Reflecting on the fact that she had only worked with a single female director on a feature film of her 20th big screen project – with ‘Mary Queen Of Scots’ director Josie Rourke – Robbie said she sees no difference between men and women behind the camera and “couldn’t put it down to sex.”

“I would like to say that Josie has a certain insight as a woman, whatever she does, but on something like ‘Bombshell’ with a male director, [Jay Roach] is the most emotionally intuitive person I know,” Robbie said. “It didn’t work out any better because he’s a man, but every director has a totally different personality and process.”

Several other male directors were featured on Robbie’s Life In Pictures talk, including Martin Scorsese, whom the actor teamed up with at just 22 for her first big-screen role in 2013’s “The Wolf Of Wall Street” as Naomi Lapaglia. Robbie revealed that on set with Scorsese she only got one piece directing in six months.

“We talked all the time, he told stories about mobsters and old movie stars, but he didn’t really give direction,” Robbie said of the director. “The only bit of direction I got was in a scene where I’m throwing water, and I remember at one point he said, ‘Can you be more careful?’ And I didn’t know if he meant metaphorically, figuratively, or literally, as a spatial thing… and that was as far as the direction went.’

Margot Robbie also discussed the letter she wrote to Quentin Tarantino immediately after seeing her performance in “I, Tonya,” Craig Gillespie’s 2017 biopic of disgraced figure skater Tonya Harding (whom the actor admitted she didn’t know he was a real person when they first read the script). In the letter, Robbie asked the “Pulp Fiction” filmmaker to cast her in one of his films – unaware that he would later consider her – and only her – for the role of Sharon Tate in “Once Upon A Time… into Hollywood”.

She said ‘I, Tonya’ was the first movie of hers where she thought, ‘Okay, I’m a good actor now. I’m ready to reach my idols,” and that working with Tarantino was “a bucket list thing” she’d put off because she “didn’t feel like I was good enough yet.”

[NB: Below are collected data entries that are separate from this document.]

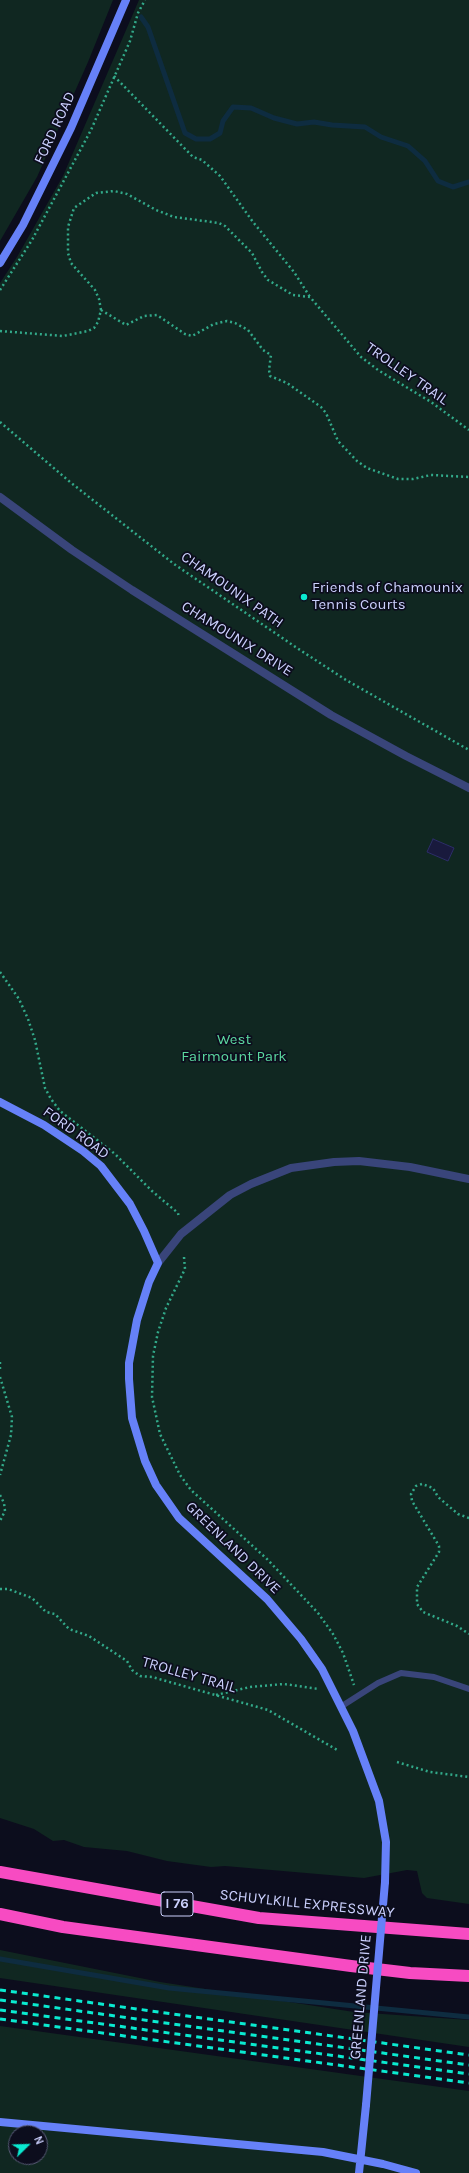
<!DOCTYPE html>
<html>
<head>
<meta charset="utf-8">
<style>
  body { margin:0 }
  #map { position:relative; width:469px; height:2173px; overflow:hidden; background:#0c0d1d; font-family:Karla,sans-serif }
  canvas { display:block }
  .north { position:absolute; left:8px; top:2125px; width:40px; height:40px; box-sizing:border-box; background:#0c0d1d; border:1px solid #585b77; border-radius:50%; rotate:67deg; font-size:11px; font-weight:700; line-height:16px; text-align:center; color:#cbd0fd }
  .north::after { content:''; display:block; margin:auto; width:14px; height:18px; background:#0ae9d0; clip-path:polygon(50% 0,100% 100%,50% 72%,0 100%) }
</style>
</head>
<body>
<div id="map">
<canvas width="469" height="2173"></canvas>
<div class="north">N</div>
</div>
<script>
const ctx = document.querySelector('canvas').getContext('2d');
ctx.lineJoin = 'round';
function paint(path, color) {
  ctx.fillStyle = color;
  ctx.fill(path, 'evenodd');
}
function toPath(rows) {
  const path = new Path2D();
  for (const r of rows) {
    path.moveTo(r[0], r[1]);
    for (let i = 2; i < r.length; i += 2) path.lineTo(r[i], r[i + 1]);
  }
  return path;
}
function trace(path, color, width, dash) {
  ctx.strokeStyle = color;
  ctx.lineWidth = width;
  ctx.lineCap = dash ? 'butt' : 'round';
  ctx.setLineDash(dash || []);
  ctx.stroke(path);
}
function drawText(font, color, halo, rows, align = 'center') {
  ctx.font = font + ' Karla,sans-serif';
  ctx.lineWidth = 3.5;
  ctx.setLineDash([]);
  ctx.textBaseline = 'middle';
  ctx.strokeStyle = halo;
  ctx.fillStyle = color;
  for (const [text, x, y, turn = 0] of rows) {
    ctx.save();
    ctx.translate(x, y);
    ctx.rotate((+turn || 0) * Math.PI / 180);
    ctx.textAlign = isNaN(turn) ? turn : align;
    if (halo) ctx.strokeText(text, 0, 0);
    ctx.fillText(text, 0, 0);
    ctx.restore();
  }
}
const green = toPath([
  [0,0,113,0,88,62,37,177,0,241],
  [139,0,469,0,469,1904,427,1898,422,1893,417,1871,407,1870,364,1878,225,1866,211,1867,167,1861,127,1851,84,1847,64,1840,53,1841,34,1829,0,1818,0,283,17,257,63,176],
  [0,1950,160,1982,354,2012,469,2020,469,2047,0,1978],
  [0,2026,469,2091,469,2173,0,2173],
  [16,2133,40,2133,40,2157,16,2157]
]);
const stream = toPath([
  [141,17,148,27,185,133,196,139,210,139,220,133,223,121,233,107,251,108,274,118,297,124,314,122,332,125,365,127,381,137,408,146,425,161,438,181,453,187,469,182],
  [0,1959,169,1988,469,2017]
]);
const building = toPath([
  [433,839,454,848,448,861,427,852,433,839]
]);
const path = toPath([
  [114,76,193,157,202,160,220,176,253,222,294,272,310,297],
  [0,290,32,240,91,130,130,41,138,13,145,0],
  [101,310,126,325,144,316,157,315,185,334,192,336,214,324,227,321,235,323,248,330,263,350,271,355,269,370,270,376,287,383,321,407,326,413,338,441,357,461,367,468,398,479,413,479,431,475,469,477],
  [0,331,63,336,88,331,94,328,98,322,101,310,99,299,95,290,71,263,68,253,68,227,74,208,96,193,114,191,127,194,156,210,174,217,219,223,225,226,252,253,262,272,268,280,293,295,310,297,361,357,378,370,431,402,469,430],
  [0,422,70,482,174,564,297,648,346,680,469,750],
  [0,972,19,999,28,1019,35,1040,45,1088,51,1099,60,1111,115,1154,152,1191,178,1213,179,1218],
  [184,1257,185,1269,166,1308,158,1332,153,1356,152,1397,160,1434,180,1475,191,1490,267,1559,318,1613,333,1634,343,1653,354,1685],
  [0,1362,0,1371],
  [0,1377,12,1417,11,1435,0,1475],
  [0,1495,4,1503,5,1511,0,1521],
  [469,1518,458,1514,438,1497,433,1488,422,1484,416,1486,411,1494,412,1501,439,1546,439,1552,417,1587,417,1604,423,1612,457,1626,469,1634],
  [0,1589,8,1589,32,1598,46,1612,55,1614,69,1629,89,1636,127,1661,132,1670,140,1676,152,1677,268,1710,339,1751],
  [216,1695,250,1687,284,1684,319,1689],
  [397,1762,430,1772,469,1777]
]);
const service = toPath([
  [342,1706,378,1683,401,1673,434,1677,469,1689]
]);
const tertiary = toPath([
  [0,497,72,550,132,590,331,715,406,756,469,788],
  [158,1263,181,1234,230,1195,251,1184,291,1168,334,1162,359,1161,410,1167,469,1179]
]);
const secondary = toPath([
  [0,263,23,225,71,128,126,0],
  [0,1102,44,1125,83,1151,101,1166,130,1204,144,1231,158,1263,149,1282,137,1320,129,1363,129,1379,132,1418,145,1461,156,1485,179,1518,267,1599,301,1639,322,1669,353,1731,379,1801,386,1842,385,1882],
  [0,2122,323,2152,383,2164,416,2173],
  [359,2173,366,2105]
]);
const motorway = toPath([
  [0,1872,259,1918,469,1934],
  [0,1914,63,1927,351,1966,410,1973,469,1976]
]);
const rail = toPath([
  [0,1990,469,2055],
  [0,2000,469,2065],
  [0,2010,469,2074],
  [0,2019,469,2083]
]);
const secondaryBridge = toPath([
  [366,2105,385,1882]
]);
const markers = [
  [304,597,4,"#0ae9d0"]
];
const shields = [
  [177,1904,32]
];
const shieldNames = [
  ["I 76",177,1904]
];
const streetNames = [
  ["FORD ROAD",55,128,-65],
  ["TROLLEY TRAIL",407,374,35],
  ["CHAMOUNIX PATH",232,590,35],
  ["CHAMOUNIX DRIVE",237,639,32],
  ["FORD ROAD",76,1133,36],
  ["GREENLAND DRIVE",233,1548,44],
  ["TROLLEY TRAIL",189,1675,16],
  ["SCHUYLKILL EXPRESSWAY",307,1904,6],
  ["GREENLAND DRIVE",361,1997,-85]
];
const poiNames = [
  ["Friends of Chamounix",312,588],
  ["Tennis Courts",312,605]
];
const parkNames = [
  ["West",234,1040],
  ["Fairmount Park",234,1057]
];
paint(green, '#102721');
trace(stream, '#0e2c40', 5);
paint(building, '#191a3d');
trace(building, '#2c2d68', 1);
trace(path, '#32a989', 2.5, [2, 3]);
trace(service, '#39457a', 6);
trace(tertiary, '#39457a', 8);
trace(secondary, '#6681f8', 8);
trace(motorway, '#f74bc2', 12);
trace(rail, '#0ae9d0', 3, [6, 5]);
trace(secondaryBridge, '#6681f8', 8);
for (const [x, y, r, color] of markers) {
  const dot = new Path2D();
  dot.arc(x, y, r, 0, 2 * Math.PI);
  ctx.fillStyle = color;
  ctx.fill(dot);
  trace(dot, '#0c0d1d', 1.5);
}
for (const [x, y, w] of shields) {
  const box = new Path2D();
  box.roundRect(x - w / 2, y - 12, w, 24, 3);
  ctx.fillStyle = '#0c0d1d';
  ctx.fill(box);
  trace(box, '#cbd0fd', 1);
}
drawText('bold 14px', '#cbd0fd', null, shieldNames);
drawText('15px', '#cbd0fd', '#0c0d1d', streetNames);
drawText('15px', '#cbd0fd', '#0c0d1d', poiNames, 'left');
drawText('15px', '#5bd89f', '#0c0d1d', parkNames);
</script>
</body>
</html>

Robbie recently worked with ‘La La Land’ filmmaker Chazelle on his explosive portrayal of Golden Age Hollywood, ‘Babylon’. She praised the director’s “broad knowledge” and called the shoot “thrilling and thrilling”, comparing Chazelle’s process in parts to the freedom Scorsese entrusts to his artists, while at other times she was “specific and technical and precise” used to be. The Australian actor plays Nellie LaRoy, an aspiring performer in the silent era who struggles to adapt. Robbie replaced Emma Stone who would star in the film until she departs in 2020. The film was shot for four months, from July to October 2021, after being postponed due to the coronavirus pandemic.

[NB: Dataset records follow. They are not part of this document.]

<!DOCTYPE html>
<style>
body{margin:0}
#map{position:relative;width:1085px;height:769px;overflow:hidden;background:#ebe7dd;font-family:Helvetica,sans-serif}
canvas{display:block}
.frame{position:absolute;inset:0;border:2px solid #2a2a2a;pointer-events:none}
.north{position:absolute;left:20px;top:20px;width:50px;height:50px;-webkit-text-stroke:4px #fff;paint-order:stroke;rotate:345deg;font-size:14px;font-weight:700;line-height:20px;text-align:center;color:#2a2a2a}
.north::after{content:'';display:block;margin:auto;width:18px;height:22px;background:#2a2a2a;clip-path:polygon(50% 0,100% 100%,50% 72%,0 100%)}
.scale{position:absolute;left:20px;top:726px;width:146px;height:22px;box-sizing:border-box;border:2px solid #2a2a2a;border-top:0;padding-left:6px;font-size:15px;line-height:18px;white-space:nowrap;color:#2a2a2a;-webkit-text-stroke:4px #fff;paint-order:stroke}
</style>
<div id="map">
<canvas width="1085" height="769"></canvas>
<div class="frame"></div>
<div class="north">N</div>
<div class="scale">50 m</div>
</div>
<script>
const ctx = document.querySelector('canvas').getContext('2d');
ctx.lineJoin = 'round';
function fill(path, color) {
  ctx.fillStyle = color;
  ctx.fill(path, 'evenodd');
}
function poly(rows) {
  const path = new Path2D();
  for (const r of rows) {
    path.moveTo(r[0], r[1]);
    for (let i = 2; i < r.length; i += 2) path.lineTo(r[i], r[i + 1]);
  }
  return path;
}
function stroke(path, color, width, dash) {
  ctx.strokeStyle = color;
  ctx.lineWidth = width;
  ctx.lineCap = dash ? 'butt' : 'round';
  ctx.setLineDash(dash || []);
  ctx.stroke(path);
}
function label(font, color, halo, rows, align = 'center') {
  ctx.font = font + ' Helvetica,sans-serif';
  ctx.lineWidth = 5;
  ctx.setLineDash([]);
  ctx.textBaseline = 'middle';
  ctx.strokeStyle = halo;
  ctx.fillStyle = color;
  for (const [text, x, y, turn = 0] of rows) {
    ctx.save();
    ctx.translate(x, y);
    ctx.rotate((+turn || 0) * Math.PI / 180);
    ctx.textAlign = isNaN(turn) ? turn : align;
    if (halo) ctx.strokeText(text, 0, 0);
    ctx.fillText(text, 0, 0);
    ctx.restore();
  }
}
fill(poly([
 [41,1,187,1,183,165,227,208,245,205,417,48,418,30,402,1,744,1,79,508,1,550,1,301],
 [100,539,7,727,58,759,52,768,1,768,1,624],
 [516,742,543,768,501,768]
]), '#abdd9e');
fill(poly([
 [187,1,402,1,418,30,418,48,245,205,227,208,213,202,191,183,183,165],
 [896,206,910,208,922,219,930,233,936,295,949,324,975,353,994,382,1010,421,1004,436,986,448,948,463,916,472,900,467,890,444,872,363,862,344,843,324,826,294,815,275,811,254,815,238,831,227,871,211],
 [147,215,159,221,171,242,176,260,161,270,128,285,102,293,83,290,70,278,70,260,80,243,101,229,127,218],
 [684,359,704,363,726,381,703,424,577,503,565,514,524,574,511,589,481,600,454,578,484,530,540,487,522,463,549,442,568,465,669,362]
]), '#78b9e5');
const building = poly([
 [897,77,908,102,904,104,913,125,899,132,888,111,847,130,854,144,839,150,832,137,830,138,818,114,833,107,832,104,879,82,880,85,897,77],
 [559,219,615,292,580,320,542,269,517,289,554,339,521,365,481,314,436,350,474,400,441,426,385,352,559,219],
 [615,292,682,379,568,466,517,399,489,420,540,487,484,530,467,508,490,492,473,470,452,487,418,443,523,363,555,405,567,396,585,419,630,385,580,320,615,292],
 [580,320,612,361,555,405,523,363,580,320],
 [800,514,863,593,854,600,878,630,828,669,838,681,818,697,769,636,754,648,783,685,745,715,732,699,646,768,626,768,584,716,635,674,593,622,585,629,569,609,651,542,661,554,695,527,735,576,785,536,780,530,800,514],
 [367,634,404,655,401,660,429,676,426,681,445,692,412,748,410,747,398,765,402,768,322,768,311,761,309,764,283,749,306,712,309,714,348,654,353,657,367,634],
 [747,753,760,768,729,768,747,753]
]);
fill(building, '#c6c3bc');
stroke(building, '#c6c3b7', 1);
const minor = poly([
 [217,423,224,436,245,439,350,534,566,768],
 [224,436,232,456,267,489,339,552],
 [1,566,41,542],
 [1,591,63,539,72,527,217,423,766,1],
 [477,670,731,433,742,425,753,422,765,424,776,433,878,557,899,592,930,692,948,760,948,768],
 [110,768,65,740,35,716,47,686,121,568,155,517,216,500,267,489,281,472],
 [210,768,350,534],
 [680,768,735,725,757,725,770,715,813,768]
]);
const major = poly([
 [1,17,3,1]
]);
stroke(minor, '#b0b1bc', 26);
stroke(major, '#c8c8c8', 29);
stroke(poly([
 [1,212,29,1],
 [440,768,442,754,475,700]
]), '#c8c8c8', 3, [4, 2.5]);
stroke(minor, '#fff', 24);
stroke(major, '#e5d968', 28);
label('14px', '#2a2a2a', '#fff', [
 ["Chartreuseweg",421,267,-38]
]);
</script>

Next year, Robbie will play Barbie in the first live-action photo of the Mattel property, released through Warner Bros. under Robbie’s production banner LuckyChap, alongside Mattel Films and Heyday Films. The actor and producer said she felt that “the only way the movie was worth it was to have the Greta Gerwig version,” referring to the film’s director and co-writer, along with Noah Baumbach . ‘Barbie’ will be released in theaters on July 21, 2023 through Warner Bros.